*Exercise requirements*: For this exercise, copy each line of the records that contains the word "weight".

──────── Provided entries ────────

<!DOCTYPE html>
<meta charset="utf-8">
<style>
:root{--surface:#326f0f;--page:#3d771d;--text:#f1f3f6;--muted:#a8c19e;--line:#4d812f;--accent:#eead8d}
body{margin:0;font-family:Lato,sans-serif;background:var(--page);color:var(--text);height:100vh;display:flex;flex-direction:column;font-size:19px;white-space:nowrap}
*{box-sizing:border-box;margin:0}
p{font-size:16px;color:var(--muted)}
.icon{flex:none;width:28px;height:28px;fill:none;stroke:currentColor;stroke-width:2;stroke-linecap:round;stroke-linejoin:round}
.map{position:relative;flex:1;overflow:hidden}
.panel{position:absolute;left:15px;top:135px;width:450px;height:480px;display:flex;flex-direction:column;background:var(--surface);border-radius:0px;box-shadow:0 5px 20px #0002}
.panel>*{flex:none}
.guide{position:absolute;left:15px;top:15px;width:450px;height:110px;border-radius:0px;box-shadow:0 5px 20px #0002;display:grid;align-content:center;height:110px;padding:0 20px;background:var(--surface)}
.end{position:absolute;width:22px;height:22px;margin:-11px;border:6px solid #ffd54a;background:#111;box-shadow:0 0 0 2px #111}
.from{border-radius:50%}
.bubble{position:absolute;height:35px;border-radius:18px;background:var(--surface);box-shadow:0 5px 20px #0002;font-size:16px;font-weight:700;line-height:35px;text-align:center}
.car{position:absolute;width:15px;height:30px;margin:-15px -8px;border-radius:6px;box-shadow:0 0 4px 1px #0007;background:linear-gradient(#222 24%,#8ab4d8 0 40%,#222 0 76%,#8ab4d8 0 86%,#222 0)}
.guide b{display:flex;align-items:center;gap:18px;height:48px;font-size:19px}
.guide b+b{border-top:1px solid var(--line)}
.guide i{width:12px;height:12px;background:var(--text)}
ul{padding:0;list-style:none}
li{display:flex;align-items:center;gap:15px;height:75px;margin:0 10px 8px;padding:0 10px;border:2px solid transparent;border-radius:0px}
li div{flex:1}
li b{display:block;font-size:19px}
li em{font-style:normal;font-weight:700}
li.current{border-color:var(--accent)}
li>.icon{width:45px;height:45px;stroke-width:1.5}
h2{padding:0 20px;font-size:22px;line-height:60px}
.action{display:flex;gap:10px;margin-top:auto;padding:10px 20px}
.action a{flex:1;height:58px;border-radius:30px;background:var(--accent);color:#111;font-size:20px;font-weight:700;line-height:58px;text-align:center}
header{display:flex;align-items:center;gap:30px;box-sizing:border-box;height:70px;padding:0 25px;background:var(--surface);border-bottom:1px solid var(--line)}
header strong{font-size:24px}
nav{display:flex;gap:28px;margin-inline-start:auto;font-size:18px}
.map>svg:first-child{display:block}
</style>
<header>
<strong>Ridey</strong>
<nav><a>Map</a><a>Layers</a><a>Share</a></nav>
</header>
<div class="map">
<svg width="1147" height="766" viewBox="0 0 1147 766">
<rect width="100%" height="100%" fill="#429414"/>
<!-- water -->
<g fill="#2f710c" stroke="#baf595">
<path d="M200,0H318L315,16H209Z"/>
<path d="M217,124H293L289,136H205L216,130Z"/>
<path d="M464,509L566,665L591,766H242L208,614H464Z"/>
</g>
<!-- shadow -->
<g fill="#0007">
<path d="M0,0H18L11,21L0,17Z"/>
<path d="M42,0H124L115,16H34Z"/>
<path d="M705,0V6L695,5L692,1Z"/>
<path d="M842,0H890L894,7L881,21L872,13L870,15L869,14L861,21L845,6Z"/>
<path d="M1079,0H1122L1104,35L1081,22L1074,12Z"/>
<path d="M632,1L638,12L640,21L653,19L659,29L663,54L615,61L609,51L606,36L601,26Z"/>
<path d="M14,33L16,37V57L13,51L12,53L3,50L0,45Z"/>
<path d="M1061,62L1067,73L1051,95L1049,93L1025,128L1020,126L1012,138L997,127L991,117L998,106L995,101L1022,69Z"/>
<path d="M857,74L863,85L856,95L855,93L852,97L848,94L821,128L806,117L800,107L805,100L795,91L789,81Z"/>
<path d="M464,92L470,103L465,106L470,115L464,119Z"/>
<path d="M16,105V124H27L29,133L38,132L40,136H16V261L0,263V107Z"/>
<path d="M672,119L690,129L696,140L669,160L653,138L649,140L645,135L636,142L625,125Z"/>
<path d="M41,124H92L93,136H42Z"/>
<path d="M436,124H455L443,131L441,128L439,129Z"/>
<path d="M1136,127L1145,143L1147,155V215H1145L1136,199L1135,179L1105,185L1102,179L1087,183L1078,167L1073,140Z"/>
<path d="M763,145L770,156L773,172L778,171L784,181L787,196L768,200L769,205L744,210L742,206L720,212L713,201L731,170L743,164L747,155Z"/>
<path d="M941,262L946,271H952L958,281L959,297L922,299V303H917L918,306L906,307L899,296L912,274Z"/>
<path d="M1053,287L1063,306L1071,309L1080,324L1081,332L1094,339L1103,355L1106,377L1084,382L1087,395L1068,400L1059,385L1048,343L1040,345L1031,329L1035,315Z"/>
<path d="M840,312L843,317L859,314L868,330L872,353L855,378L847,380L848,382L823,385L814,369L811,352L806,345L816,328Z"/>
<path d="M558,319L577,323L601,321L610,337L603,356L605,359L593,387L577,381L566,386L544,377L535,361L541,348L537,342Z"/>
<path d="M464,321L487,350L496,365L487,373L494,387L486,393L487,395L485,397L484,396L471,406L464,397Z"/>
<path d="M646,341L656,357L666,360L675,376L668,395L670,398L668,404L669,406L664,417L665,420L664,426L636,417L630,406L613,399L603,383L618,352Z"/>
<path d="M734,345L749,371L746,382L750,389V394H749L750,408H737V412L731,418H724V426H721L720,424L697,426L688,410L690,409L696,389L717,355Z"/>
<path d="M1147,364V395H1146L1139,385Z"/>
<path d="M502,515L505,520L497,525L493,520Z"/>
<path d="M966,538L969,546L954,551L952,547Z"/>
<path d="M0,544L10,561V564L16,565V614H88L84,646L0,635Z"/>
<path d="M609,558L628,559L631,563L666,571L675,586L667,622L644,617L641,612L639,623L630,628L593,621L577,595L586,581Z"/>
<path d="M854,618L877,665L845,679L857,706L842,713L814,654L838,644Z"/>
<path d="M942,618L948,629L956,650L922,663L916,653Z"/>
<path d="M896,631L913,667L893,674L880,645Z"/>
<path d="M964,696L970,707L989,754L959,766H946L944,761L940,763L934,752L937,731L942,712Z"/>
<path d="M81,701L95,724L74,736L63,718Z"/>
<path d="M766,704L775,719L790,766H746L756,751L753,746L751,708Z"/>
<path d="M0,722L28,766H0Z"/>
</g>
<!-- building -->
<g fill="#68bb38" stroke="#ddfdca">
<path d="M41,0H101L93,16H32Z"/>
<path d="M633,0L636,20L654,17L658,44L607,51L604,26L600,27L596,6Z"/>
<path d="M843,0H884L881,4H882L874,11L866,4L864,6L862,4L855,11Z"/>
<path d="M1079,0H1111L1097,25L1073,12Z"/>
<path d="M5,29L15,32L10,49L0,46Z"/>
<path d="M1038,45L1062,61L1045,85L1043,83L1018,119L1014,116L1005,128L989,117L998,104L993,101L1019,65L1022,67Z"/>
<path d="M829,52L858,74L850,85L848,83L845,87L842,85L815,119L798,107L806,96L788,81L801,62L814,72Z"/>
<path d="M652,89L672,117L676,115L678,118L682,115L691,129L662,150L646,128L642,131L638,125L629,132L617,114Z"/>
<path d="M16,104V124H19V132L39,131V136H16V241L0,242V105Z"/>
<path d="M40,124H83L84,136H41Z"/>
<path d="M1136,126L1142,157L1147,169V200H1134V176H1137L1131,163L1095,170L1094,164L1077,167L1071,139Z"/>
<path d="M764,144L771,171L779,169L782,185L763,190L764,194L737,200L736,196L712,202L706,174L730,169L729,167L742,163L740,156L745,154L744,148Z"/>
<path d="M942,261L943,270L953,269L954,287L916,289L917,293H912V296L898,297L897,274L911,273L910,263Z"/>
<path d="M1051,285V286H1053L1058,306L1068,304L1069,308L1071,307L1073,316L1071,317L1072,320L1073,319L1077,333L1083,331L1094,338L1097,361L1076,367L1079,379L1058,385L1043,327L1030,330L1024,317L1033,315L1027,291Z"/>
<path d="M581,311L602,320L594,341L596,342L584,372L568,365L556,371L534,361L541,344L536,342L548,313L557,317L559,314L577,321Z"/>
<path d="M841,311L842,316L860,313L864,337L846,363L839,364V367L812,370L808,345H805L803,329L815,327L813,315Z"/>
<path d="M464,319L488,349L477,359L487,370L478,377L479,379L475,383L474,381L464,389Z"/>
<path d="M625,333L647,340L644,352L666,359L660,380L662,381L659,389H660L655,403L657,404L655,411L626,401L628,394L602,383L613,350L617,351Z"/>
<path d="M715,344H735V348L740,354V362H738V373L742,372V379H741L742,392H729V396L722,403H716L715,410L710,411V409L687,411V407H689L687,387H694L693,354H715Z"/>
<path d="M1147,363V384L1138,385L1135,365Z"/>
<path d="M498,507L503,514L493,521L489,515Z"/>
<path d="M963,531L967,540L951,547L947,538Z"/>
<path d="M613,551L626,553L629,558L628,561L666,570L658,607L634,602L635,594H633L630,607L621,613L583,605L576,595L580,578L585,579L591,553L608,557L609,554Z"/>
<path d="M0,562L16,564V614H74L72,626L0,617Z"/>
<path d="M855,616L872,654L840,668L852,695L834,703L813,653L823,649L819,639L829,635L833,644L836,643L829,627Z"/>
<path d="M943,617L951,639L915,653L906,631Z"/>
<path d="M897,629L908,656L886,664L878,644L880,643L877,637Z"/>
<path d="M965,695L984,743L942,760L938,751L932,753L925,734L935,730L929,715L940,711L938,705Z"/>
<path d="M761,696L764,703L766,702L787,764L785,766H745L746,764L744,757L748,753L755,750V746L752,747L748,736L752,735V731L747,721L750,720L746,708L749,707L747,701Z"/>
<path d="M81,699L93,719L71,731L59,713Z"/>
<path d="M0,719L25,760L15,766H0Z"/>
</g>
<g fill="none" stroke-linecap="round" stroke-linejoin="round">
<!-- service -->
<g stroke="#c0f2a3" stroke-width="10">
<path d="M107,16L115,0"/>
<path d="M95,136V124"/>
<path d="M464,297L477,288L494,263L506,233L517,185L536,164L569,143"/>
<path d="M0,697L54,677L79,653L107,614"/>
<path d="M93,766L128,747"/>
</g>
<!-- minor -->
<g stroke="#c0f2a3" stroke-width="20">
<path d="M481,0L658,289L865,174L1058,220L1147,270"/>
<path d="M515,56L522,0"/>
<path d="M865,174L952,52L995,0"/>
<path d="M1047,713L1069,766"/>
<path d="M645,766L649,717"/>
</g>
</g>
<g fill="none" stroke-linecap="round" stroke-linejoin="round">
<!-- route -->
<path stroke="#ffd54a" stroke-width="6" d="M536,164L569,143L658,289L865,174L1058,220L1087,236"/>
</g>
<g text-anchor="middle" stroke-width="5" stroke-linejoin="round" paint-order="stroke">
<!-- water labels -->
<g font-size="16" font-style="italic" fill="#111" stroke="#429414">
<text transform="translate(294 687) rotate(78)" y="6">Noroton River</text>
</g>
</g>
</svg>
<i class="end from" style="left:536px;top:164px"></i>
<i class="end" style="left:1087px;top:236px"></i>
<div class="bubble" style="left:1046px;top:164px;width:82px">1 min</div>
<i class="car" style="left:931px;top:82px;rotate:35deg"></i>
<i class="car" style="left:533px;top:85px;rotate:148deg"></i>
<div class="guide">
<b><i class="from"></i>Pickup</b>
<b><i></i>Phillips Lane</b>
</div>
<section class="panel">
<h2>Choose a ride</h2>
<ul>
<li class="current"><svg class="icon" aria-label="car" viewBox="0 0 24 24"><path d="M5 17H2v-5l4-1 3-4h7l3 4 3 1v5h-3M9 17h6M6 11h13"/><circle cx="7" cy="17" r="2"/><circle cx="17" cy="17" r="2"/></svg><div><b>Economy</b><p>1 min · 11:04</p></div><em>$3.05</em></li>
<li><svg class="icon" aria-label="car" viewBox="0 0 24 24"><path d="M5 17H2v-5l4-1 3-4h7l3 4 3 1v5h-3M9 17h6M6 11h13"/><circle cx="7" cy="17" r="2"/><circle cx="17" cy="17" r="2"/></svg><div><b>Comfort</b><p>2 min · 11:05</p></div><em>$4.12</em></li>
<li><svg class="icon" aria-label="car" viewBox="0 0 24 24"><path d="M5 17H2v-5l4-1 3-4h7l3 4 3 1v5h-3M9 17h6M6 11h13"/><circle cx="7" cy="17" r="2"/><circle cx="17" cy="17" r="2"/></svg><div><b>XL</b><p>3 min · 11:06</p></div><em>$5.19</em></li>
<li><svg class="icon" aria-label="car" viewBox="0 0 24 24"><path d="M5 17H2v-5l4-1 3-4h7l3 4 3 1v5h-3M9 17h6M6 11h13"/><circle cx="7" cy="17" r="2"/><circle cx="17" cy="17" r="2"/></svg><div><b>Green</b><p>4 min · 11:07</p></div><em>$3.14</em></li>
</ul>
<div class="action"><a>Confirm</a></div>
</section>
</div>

────────

*Result*:
.bubble{position:absolute;height:35px;border-radius:18px;background:var(--surface);box-shadow:0 5px 20px #0002;font-size:16px;font-weight:700;line-height:35px;text-align:center}
li em{font-style:normal;font-weight:700}
.action a{flex:1;height:58px;border-radius:30px;background:var(--accent);color:#111;font-size:20px;font-weight:700;line-height:58px;text-align:center}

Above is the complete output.